-- AIM OF THE TASK --
Make an exact copy of all the data, pictures excluded.

-- COLLECTED DATA --
-- Opening Marker --

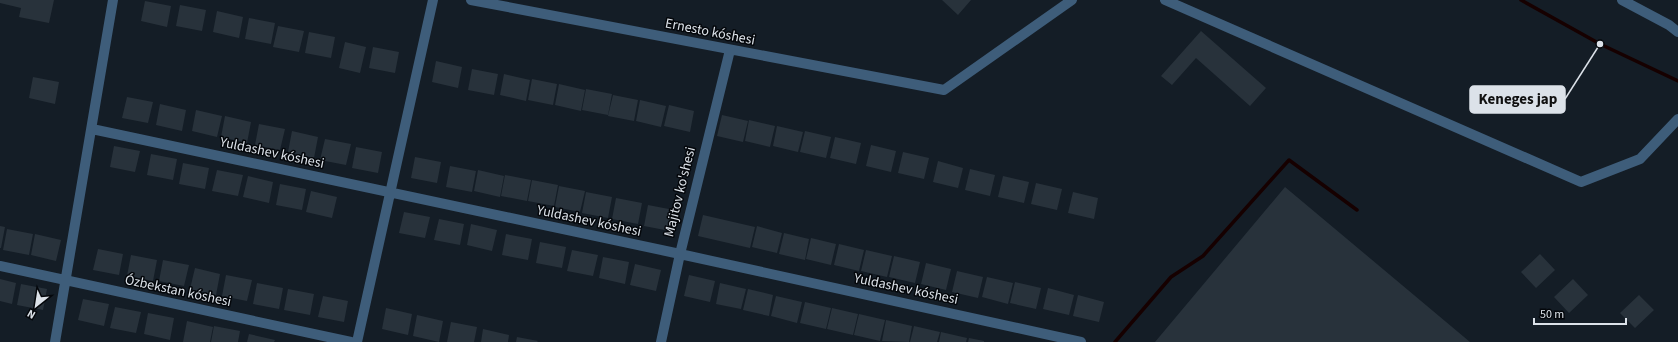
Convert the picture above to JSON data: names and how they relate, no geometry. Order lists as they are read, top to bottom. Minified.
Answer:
{"streets":{"street":["Ernesto kóshesi","Yuldashev kóshesi","Majitov ko'shesi","Ózbekstan kóshesi"]},"crossings":[["Ernesto kóshesi","Majitov ko'shesi"],["Yuldashev kóshesi","Majitov ko'shesi"]],"places":["Keneges jap"],"scale_bar":"50 m","north":"bottom left"}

-- Closing Marker --

-- SOLVED PROBLEM --
Convert the picture above to JSON data: names and how they relate, no geometry. Order lists as they are read, top to bottom. Minified.
Answer:
{"streets":{"street":["Ernesto kóshesi","Yuldashev kóshesi","Majitov ko'shesi","Ózbekstan kóshesi"]},"crossings":[["Ernesto kóshesi","Majitov ko'shesi"],["Yuldashev kóshesi","Majitov ko'shesi"]],"places":["Keneges jap"],"scale_bar":"50 m","north":"bottom left"}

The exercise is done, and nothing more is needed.